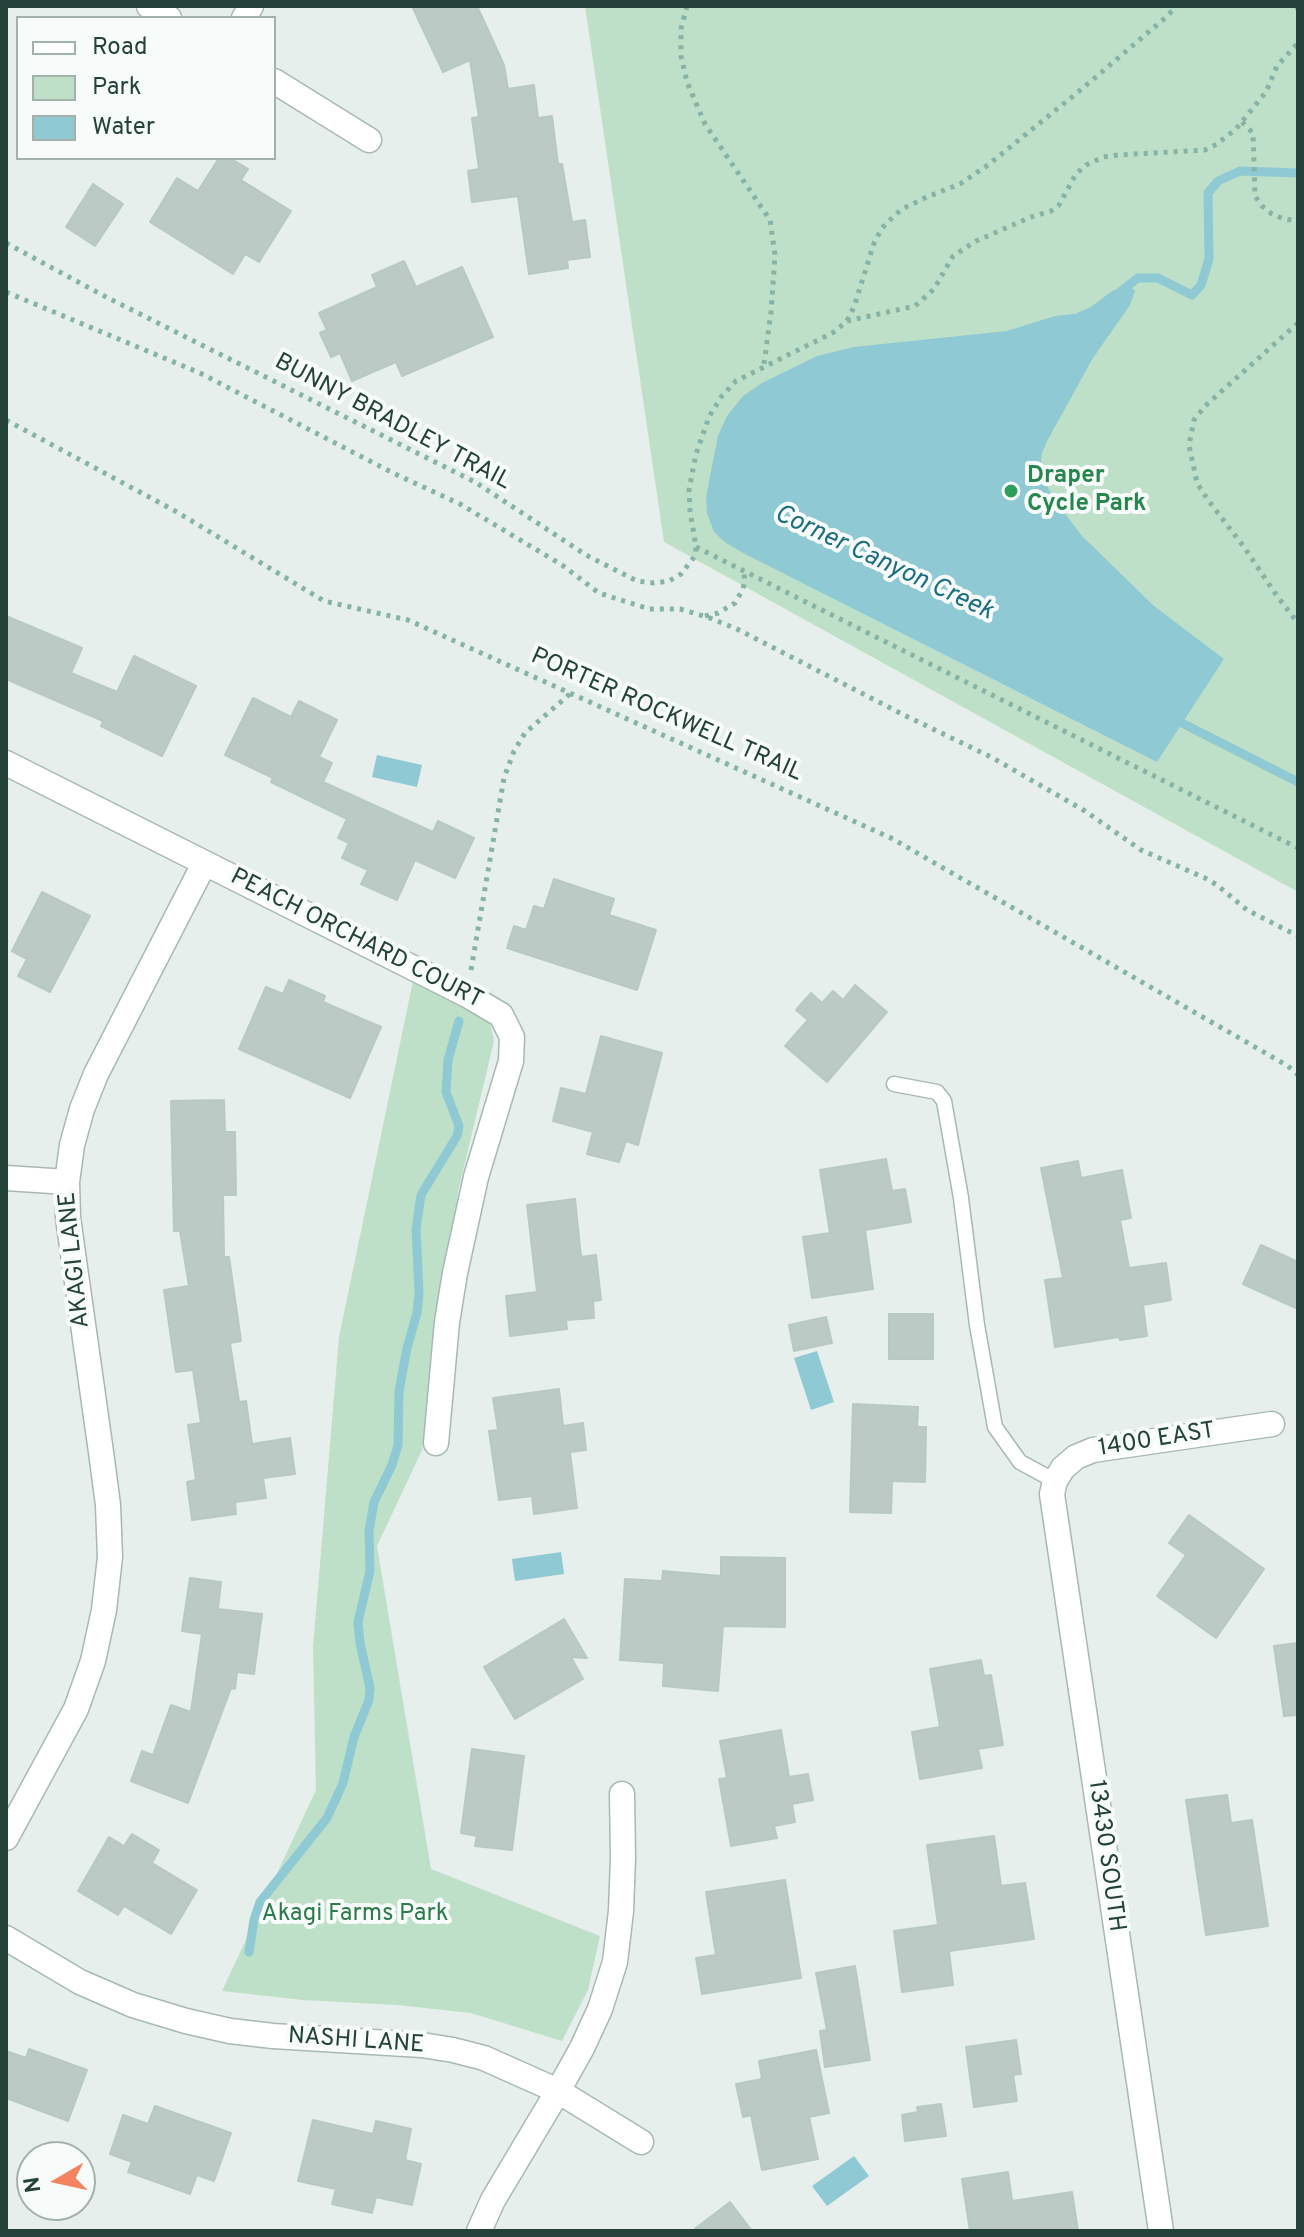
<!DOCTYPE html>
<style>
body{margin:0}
#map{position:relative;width:1304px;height:2237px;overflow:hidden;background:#e6efeb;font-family:Overpass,sans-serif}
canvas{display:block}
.frame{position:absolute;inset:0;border:8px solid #24423a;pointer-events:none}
.legend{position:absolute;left:16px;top:16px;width:260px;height:144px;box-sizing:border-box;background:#f7fbf9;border:2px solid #a3b1ad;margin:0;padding:10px 14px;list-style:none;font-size:24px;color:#24423a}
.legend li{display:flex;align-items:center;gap:16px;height:40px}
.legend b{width:40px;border:2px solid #a3b1ad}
.north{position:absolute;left:16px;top:2141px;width:80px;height:80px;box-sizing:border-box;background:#f7fbf9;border:2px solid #a3b1ad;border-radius:50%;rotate:261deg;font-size:22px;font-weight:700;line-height:32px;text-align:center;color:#24423a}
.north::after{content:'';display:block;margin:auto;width:28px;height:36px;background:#f4845f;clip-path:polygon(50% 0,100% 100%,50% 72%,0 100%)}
</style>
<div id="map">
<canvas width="1304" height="2237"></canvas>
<div class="frame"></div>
<ul class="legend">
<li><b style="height:10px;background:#fff"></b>Road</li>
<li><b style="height:22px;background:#bfe0c8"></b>Park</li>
<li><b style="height:22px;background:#8ec9d4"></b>Water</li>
</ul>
<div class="north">N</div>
</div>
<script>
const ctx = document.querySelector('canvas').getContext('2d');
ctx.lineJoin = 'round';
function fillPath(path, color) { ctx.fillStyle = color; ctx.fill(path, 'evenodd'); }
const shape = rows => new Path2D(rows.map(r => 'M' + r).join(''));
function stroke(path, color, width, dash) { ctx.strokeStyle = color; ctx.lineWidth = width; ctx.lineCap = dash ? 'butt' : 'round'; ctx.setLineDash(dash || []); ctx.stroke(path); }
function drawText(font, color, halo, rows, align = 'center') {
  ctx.font = font + ' Overpass,sans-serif'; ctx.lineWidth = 8; ctx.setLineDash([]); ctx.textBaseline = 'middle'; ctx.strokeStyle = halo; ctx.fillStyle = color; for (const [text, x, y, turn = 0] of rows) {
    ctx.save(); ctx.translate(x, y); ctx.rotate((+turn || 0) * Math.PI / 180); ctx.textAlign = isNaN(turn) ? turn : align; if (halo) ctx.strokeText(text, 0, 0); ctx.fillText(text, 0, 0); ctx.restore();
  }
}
const green = shape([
 [585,6,1298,6,1298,892,664,542],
 [413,981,490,1023,494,1041,458,1192,422,1450,377,1546,431,1869,600,1936,588,1990,562,2041,471,2013,397,2005,303,2000,222,1991,316,1790,313,1647,339,1337]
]);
const water = shape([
 [1129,285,1135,291,1130,305,1093,358,1047,441,1042,453,1040,469,1043,479,1057,503,1082,536,1154,606,1224,659,1157,762,745,554,726,543,714,532,707,513,706,497,718,436,727,416,743,396,762,383,817,356,854,347,1007,331,1055,316,1075,314,1091,307,1112,291],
 [377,755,422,765,417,787,372,777],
 [817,1351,834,1402,811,1410,794,1358],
 [561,1552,564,1574,515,1581,512,1559],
 [854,2156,869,2176,827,2206,812,2186]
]);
const stream = shape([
 [1121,291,1138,278,1158,278,1192,295,1201,285,1209,259,1208,193,1218,181,1240,171,1298,173],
 [1174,719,1298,782],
 [249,1952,254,1920,260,1902,327,1818,343,1783,354,1737,369,1700,370,1688,360,1643,358,1622,370,1571,369,1531,374,1502,392,1465,398,1445,399,1391,407,1348,417,1313,419,1293,416,1229,421,1195,457,1136,459,1126,446,1092,448,1060,459,1021]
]);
const building = shape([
 [412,6,477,6,504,65,508,89,534,85,538,118,552,116,558,164,562,164,572,222,585,220,590,257,567,260,568,268,529,274,518,196,472,202,468,171,479,169,472,118,479,117,470,60,443,72,412,6],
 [219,158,230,158,248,169,241,180,291,211,259,262,245,254,233,274,150,222,177,178,198,191,219,158],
 [93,184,123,204,95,246,66,227,93,184],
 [404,261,416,287,462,267,493,337,402,376,396,362,352,381,340,353,331,357,320,333,327,330,319,313,377,287,372,275,404,261],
 [6,616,82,648,71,673,117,692,134,656,196,686,162,756,101,726,103,721,6,679,6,616],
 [253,698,291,717,299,701,337,720,319,757,332,763,323,782,433,832,438,821,474,838,455,878,415,860,397,900,361,884,368,870,342,858,349,843,338,838,347,819,271,782,273,778,225,755,253,698],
 [554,879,614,899,609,915,656,930,637,990,507,948,514,926,526,930,534,906,544,909,554,879],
 [42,892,90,916,50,992,18,976,27,959,12,951,42,892],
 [289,980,325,996,323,1002,381,1027,350,1098,239,1049,266,987,283,994,289,980],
 [855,985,887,1012,827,1082,785,1046,808,1020,796,1010,811,993,822,1003,833,991,843,1000,855,985],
 [601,1036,662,1053,638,1145,626,1141,619,1162,587,1154,593,1132,553,1121,561,1088,586,1094,601,1036],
 [224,1100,225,1132,235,1132,236,1195,223,1195,224,1257,229,1257,241,1341,230,1343,239,1402,246,1401,252,1444,290,1438,295,1474,263,1478,266,1498,235,1502,236,1514,192,1520,187,1482,196,1480,188,1425,201,1423,193,1370,176,1372,164,1290,189,1286,180,1231,174,1231,171,1101,224,1100],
 [886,1159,892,1191,905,1189,911,1222,865,1230,873,1289,812,1298,803,1237,830,1233,820,1170,886,1159],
 [1078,1161,1081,1178,1122,1170,1131,1218,1120,1220,1129,1268,1166,1263,1171,1300,1143,1305,1147,1336,1120,1340,1119,1337,1055,1347,1045,1280,1063,1278,1041,1168,1078,1161],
 [575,1199,581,1257,596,1255,601,1300,593,1301,594,1318,566,1320,567,1329,510,1336,506,1296,537,1292,527,1205,575,1199],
 [1261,1245,1298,1262,1298,1309,1243,1284,1261,1245],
 [889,1314,933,1314,933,1359,889,1359,889,1314],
 [826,1317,832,1343,794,1351,789,1325,826,1317],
 [559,1389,563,1426,583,1423,586,1450,570,1452,577,1508,534,1514,532,1496,499,1500,489,1431,498,1430,493,1398,559,1389],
 [853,1404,918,1407,917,1427,926,1427,925,1482,892,1481,891,1513,850,1512,853,1404],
 [1189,1515,1264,1569,1216,1638,1157,1596,1186,1555,1169,1543,1189,1515],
 [721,1557,785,1558,785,1627,723,1626,718,1691,663,1686,664,1663,620,1660,625,1579,662,1581,663,1571,721,1576,721,1557],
 [190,1578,221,1582,218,1609,262,1614,254,1674,237,1672,235,1689,231,1688,188,1803,131,1781,142,1751,153,1755,171,1705,191,1712,202,1634,182,1631,190,1578],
 [564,1619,587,1658,571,1657,583,1679,515,1719,484,1667,564,1619],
 [1298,1643,1298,1715,1284,1716,1274,1646,1298,1643],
 [981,1660,984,1676,991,1675,1003,1745,978,1749,982,1768,920,1779,912,1732,940,1727,930,1669,981,1660],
 [781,1730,789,1777,808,1774,813,1800,792,1804,795,1822,774,1826,777,1838,731,1846,719,1779,727,1778,720,1741,781,1730],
 [472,1749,524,1756,512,1850,475,1846,477,1836,461,1833,472,1749],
 [1227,1795,1231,1823,1252,1820,1268,1926,1206,1935,1186,1800,1227,1795],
 [132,1834,159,1850,152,1863,197,1890,171,1934,124,1906,118,1915,78,1891,109,1837,124,1846,132,1834],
 [994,1836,1001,1886,1025,1883,1034,1939,949,1951,953,1985,902,1992,894,1931,938,1925,927,1845,994,1836],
 [785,1880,801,1978,702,1994,696,1958,716,1955,706,1892,785,1880],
 [855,1966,870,2060,825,2067,820,2031,827,2030,816,1973,855,1966],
 [1016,2040,1021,2074,1013,2075,1017,2101,974,2107,966,2047,1016,2040],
 [29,2049,87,2070,68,2121,6,2098,6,2051,26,2058,29,2049],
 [816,2050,829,2113,809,2117,818,2159,762,2170,751,2115,743,2117,736,2084,762,2079,759,2061,816,2050],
 [941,2104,946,2136,905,2141,902,2115,918,2112,917,2107,941,2104],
 [155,2106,231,2133,214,2181,197,2175,190,2194,128,2172,132,2162,110,2154,123,2115,148,2124,155,2106],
 [313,2120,373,2134,376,2121,411,2129,405,2160,421,2164,412,2205,376,2197,372,2213,332,2204,336,2189,298,2181,313,2120],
 [1008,2172,1012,2201,1072,2192,1078,2231,970,2231,962,2179,1008,2172],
 [730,2202,752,2231,692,2231,730,2202]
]);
const path = shape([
 [687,6,681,29,681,56,687,82,705,124,770,220,775,255,771,312,764,364],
 [1296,6,1298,9],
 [1242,122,1253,133,1255,196,1262,206,1272,214,1284,219,1298,221],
 [6,243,108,298,475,482,586,555,637,581,654,583,669,581,681,574,695,556,696,547,690,511,689,490,696,454,709,417,721,397,736,381,834,332,847,321,854,307,874,243,882,228,893,217,902,209,927,197,960,184,988,165,1083,88,1165,18,1177,6],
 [6,292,200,373,393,473,460,504,562,565,599,593,649,609,680,609,710,618,737,629,904,715,993,758,1085,811,1141,850,1205,878,1217,885,1247,910,1298,936],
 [847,321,915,306,934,289,953,256,976,241,1031,217,1051,211,1059,205,1076,174,1086,165,1103,157,1118,155,1205,150,1217,144,1236,129,1266,92,1277,66,1298,43],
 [1298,323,1205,406,1194,420,1189,445,1197,483,1208,500,1244,547,1277,596,1298,623],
 [6,420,177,512,324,601,408,620,891,838,1288,1066,1298,1075],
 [696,547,1298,848],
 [705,616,718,613,735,603,743,589,745,580,743,570],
 [471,970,504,778,514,751,525,733,571,693]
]);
const lane = shape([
 [894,1084,937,1092,944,1101,961,1198,977,1325,995,1427,1020,1462,1055,1481]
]);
const street = shape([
 [149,6,169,18],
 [244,18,251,6],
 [274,81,369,140],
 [6,763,467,995,501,1015,512,1037,511,1061,476,1177,455,1273,447,1322,436,1443],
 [6,1178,67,1182],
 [6,1838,76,1709,93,1661,104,1610,110,1557,108,1505,101,1452,68,1218,67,1182,72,1145,82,1109,96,1074,204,864],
 [6,1938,80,1982,133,2005,186,2021,230,2031,273,2036,422,2045,453,2050,484,2058,558,2091,641,2142],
 [479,2231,493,2200,558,2091,582,2048,600,2009,615,1962,621,1911,623,1858,622,1794],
 [1161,2231,1052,1494,1055,1481,1063,1468,1076,1457,1093,1450,1272,1424]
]);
const markers = [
 [1011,491,8,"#2e9e5b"]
];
const streetNames = [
 ["BUNNY BRADLEY TRAIL",392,423,28],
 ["PORTER ROCKWELL TRAIL",666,716,24],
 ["PEACH ORCHARD COURT",356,940,27],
 ["AKAGI LANE",76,1260,-96],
 ["1400 EAST",1157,1441,-9],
 ["13430 SOUTH",1105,1856,82],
 ["NASHI LANE",356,2042,4]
];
const leisureNames = [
 ["Draper",1027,477],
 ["Cycle Park",1027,505]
];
const parkNames = [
 ["Akagi Farms Park",355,1915]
];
const waterNames = [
 ["Corner Canyon Creek",883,564,25]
];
fillPath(green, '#bfe0c8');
fillPath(water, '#8ec9d4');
stroke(stream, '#8ec9d4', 9);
fillPath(building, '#bbcac4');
stroke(building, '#b8c9c2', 2);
stroke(lane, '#a8b8b2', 17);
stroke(street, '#a8b8b2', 27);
stroke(path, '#86b3a5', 5, [4, 6]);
stroke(lane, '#fff', 14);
stroke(street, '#fff', 24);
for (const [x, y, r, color] of markers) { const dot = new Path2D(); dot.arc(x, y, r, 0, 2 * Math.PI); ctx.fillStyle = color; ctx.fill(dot); stroke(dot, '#f7fbf9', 3); }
drawText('24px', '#24423a', '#f7fbf9', streetNames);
drawText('bold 24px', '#27864d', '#f7fbf9', leisureNames, 'left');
drawText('24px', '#2d7a4b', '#f7fbf9', parkNames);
drawText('italic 26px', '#1c6f80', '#f7fbf9', waterNames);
</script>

********************

▶ [Task objective]:
From the first line above down to the line with "ctx.font = font", reproduce every line and no others, omitting pictures.

▶ [Response area]:
<!DOCTYPE html>
<style>
body{margin:0}
#map{position:relative;width:1304px;height:2237px;overflow:hidden;background:#e6efeb;font-family:Overpass,sans-serif}
canvas{display:block}
.frame{position:absolute;inset:0;border:8px solid #24423a;pointer-events:none}
.legend{position:absolute;left:16px;top:16px;width:260px;height:144px;box-sizing:border-box;background:#f7fbf9;border:2px solid #a3b1ad;margin:0;padding:10px 14px;list-style:none;font-size:24px;color:#24423a}
.legend li{display:flex;align-items:center;gap:16px;height:40px}
.legend b{width:40px;border:2px solid #a3b1ad}
.north{position:absolute;left:16px;top:2141px;width:80px;height:80px;box-sizing:border-box;background:#f7fbf9;border:2px solid #a3b1ad;border-radius:50%;rotate:261deg;font-size:22px;font-weight:700;line-height:32px;text-align:center;color:#24423a}
.north::after{content:'';display:block;margin:auto;width:28px;height:36px;background:#f4845f;clip-path:polygon(50% 0,100% 100%,50% 72%,0 100%)}
</style>
<div id="map">
<canvas width="1304" height="2237"></canvas>
<div class="frame"></div>
<ul class="legend">
<li><b style="height:10px;background:#fff"></b>Road</li>
<li><b style="height:22px;background:#bfe0c8"></b>Park</li>
<li><b style="height:22px;background:#8ec9d4"></b>Water</li>
</ul>
<div class="north">N</div>
</div>
<script>
const ctx = document.querySelector('canvas').getContext('2d');
ctx.lineJoin = 'round';
function fillPath(path, color) { ctx.fillStyle = color; ctx.fill(path, 'evenodd'); }
const shape = rows => new Path2D(rows.map(r => 'M' + r).join(''));
function stroke(path, color, width, dash) { ctx.strokeStyle = color; ctx.lineWidth = width; ctx.lineCap = dash ? 'butt' : 'round'; ctx.setLineDash(dash || []); ctx.stroke(path); }
function drawText(font, color, halo, rows, align = 'center') {
  ctx.font = font + ' Overpass,sans-serif'; ctx.lineWidth = 8; ctx.setLineDash([]); ctx.textBaseline = 'middle'; ctx.strokeStyle = halo; ctx.fillStyle = color; for (const [text, x, y, turn = 0] of rows) {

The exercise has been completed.